→ **TASK DESCRIPTION**:
From the line that contains "Instruction: Dump the" down to the last line of the data below, transcribe every line exactly.

*** Opening of EXTRACTED ENTRIES ***

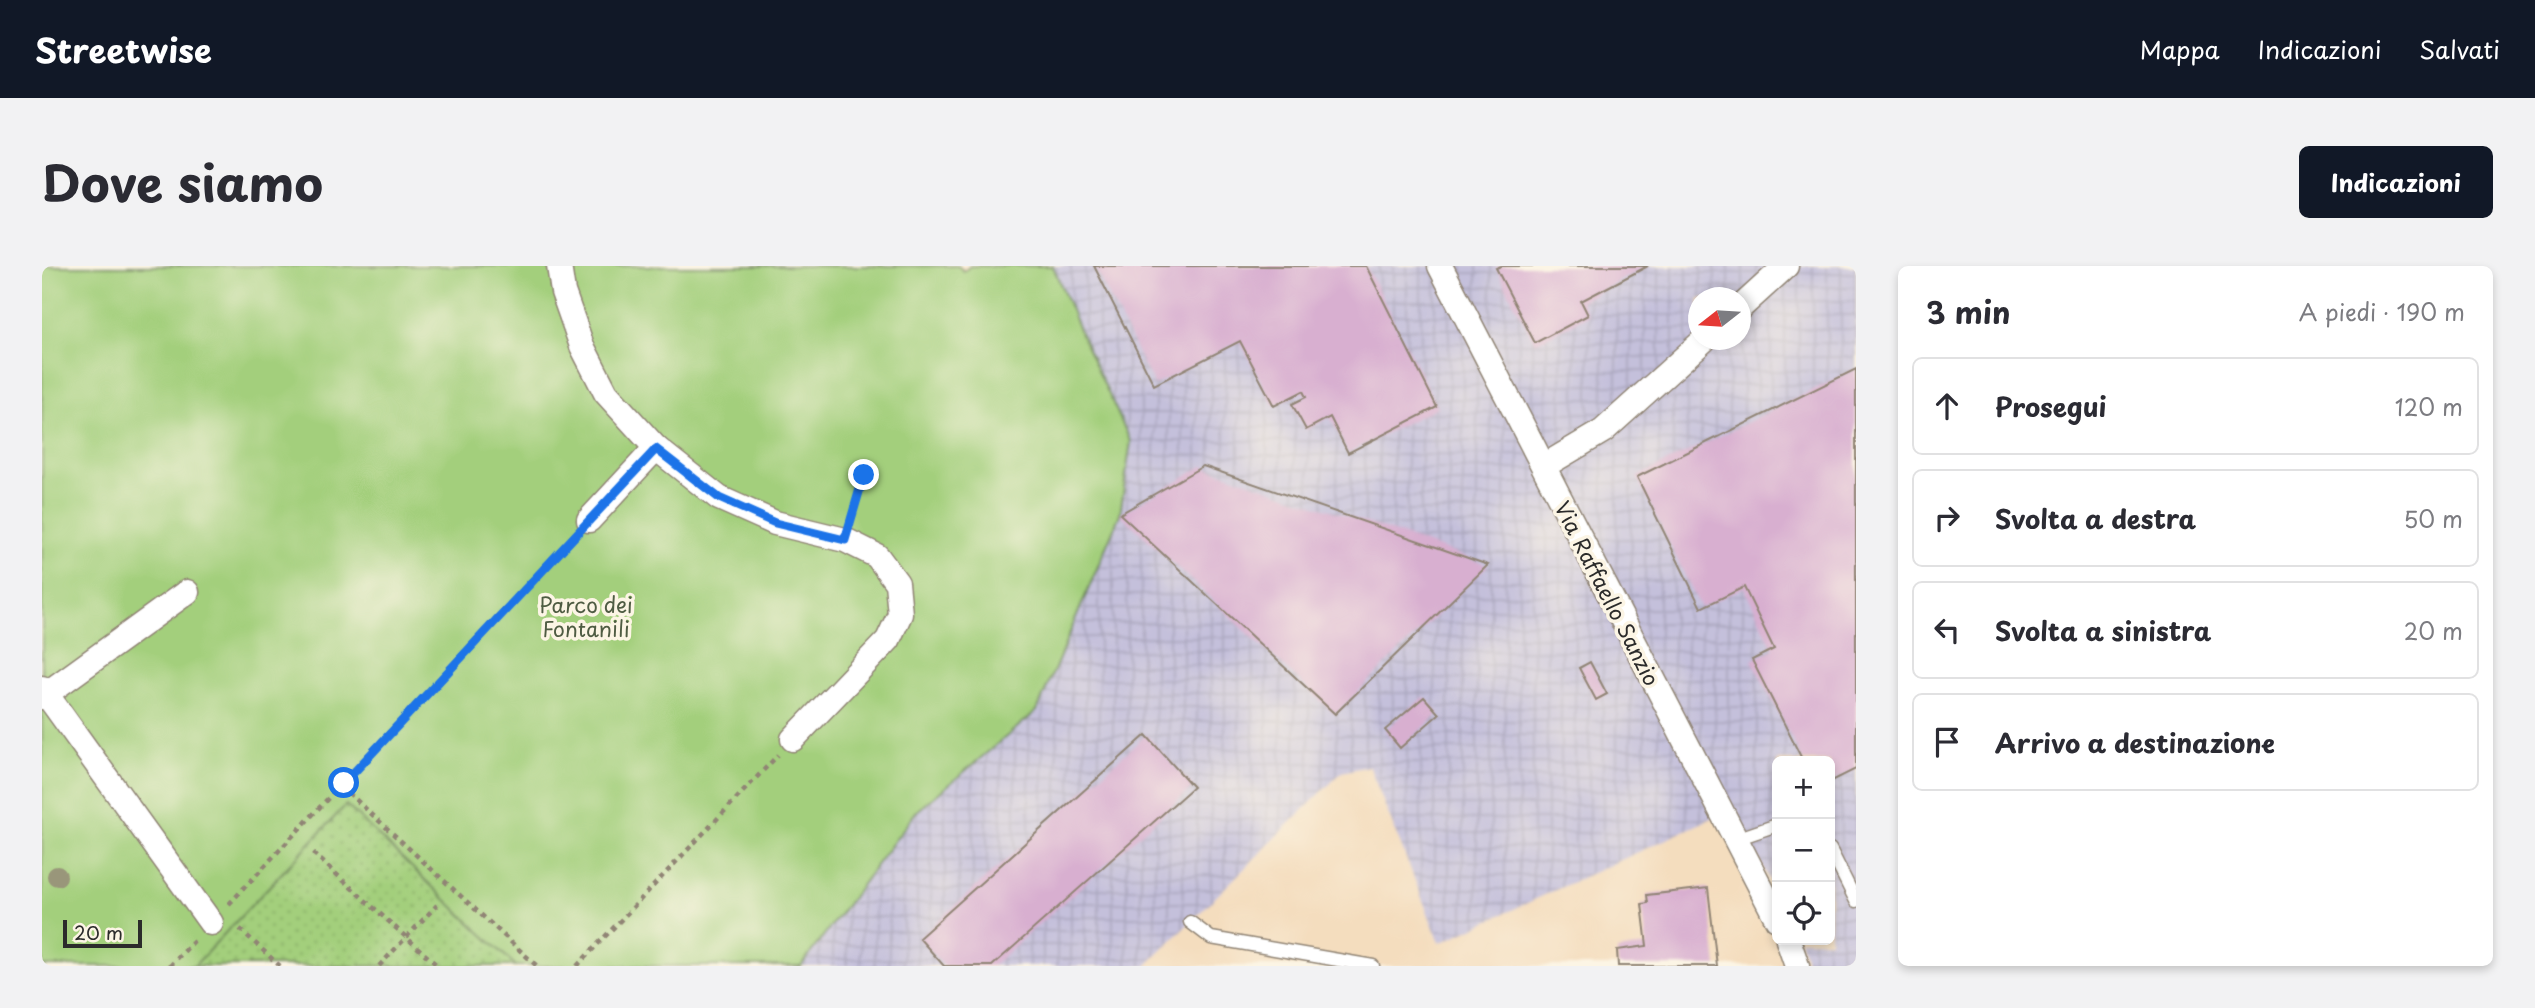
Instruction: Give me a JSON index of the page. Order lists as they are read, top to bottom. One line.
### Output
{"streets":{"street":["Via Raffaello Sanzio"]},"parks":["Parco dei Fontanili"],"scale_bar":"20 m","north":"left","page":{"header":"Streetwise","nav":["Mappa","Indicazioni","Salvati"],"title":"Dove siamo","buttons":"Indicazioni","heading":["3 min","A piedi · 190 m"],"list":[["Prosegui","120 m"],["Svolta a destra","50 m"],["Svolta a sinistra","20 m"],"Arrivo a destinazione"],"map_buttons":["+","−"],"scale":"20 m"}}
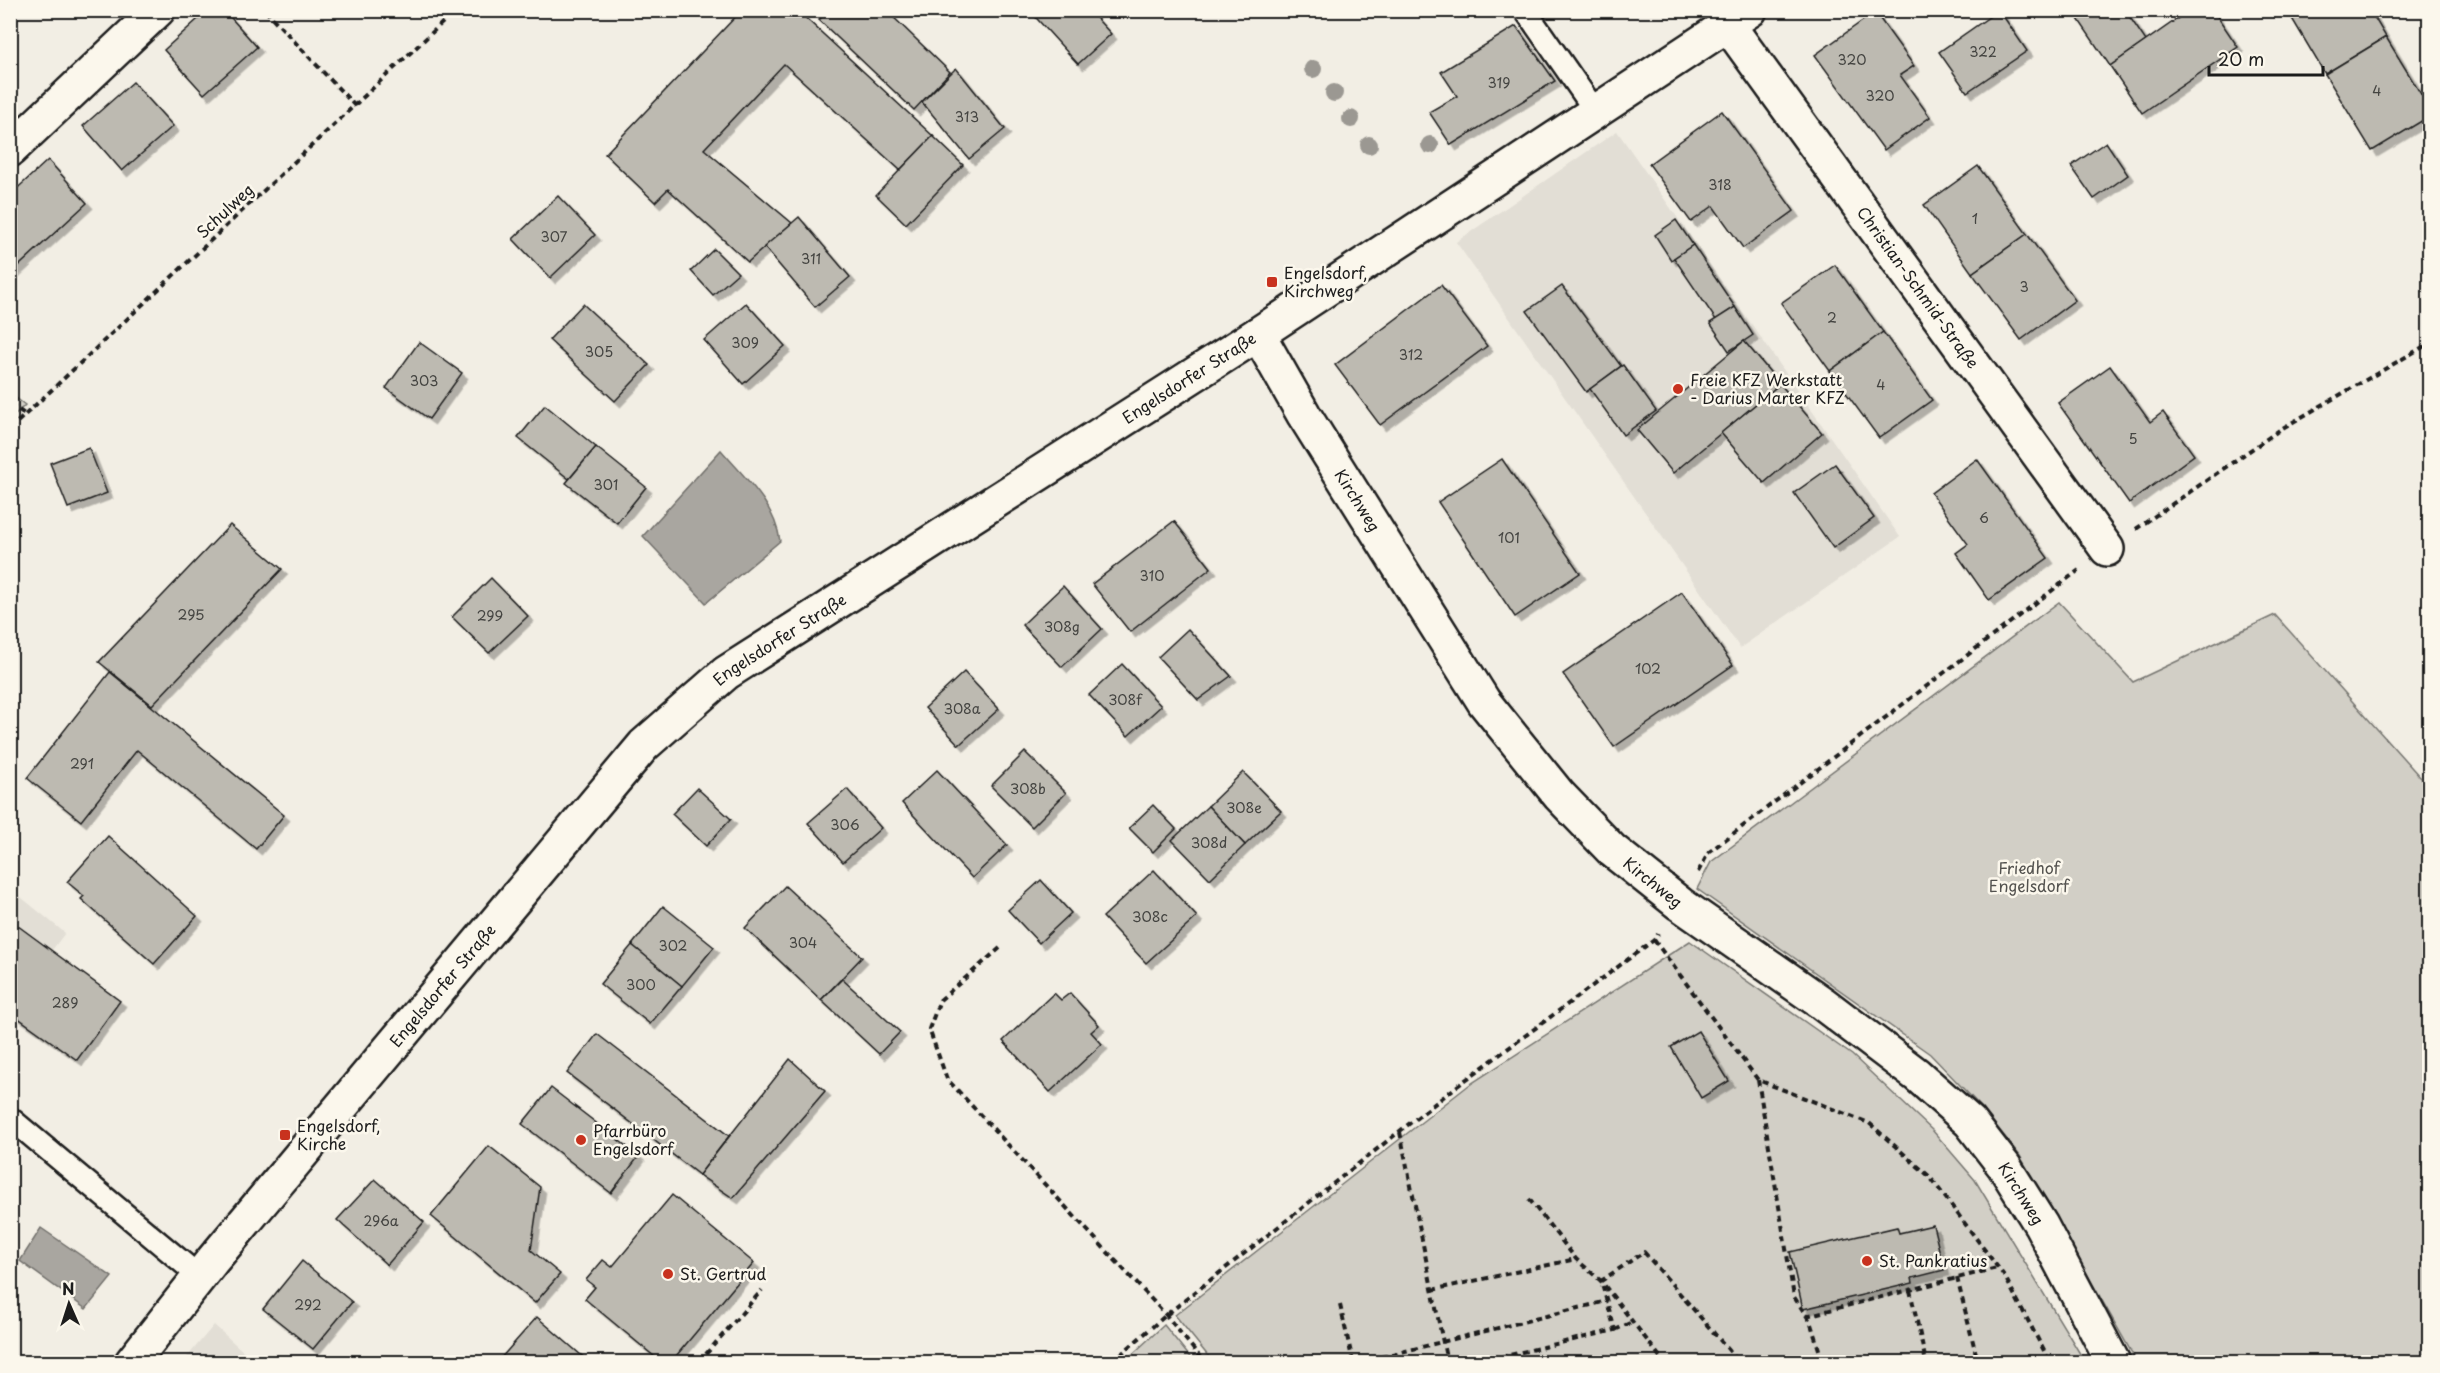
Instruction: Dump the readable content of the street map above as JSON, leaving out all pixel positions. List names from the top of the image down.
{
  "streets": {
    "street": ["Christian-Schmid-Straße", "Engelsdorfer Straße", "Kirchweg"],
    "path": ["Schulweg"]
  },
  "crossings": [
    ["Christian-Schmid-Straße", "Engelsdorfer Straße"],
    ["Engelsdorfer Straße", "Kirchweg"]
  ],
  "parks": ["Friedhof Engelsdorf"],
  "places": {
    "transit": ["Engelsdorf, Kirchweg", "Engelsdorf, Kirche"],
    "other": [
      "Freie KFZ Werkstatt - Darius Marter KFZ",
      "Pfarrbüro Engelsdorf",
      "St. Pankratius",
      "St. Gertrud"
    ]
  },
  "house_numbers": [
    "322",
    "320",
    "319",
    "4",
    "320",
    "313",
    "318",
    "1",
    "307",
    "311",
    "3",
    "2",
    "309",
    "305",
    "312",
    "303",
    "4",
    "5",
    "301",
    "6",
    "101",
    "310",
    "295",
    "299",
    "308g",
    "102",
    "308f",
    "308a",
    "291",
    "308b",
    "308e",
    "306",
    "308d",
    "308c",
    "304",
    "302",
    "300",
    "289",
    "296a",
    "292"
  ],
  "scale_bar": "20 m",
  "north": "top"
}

*** Close of EXTRACTED ENTRIES ***

→ **TASK RESPONSE**:
Instruction: Dump the readable content of the street map above as JSON, leaving out all pixel positions. List names from the top of the image down.
{
  "streets": {
    "street": ["Christian-Schmid-Straße", "Engelsdorfer Straße", "Kirchweg"],
    "path": ["Schulweg"]
  },
  "crossings": [
    ["Christian-Schmid-Straße", "Engelsdorfer Straße"],
    ["Engelsdorfer Straße", "Kirchweg"]
  ],
  "parks": ["Friedhof Engelsdorf"],
  "places": {
    "transit": ["Engelsdorf, Kirchweg", "Engelsdorf, Kirche"],
    "other": [
      "Freie KFZ Werkstatt - Darius Marter KFZ",
      "Pfarrbüro Engelsdorf",
      "St. Pankratius",
      "St. Gertrud"
    ]
  },
  "house_numbers": [
    "322",
    "320",
    "319",
    "4",
    "320",
    "313",
    "318",
    "1",
    "307",
    "311",
    "3",
    "2",
    "309",
    "305",
    "312",
    "303",
    "4",
    "5",
    "301",
    "6",
    "101",
    "310",
    "295",
    "299",
    "308g",
    "102",
    "308f",
    "308a",
    "291",
    "308b",
    "308e",
    "306",
    "308d",
    "308c",
    "304",
    "302",
    "300",
    "289",
    "296a",
    "292"
  ],
  "scale_bar": "20 m",
  "north": "top"
}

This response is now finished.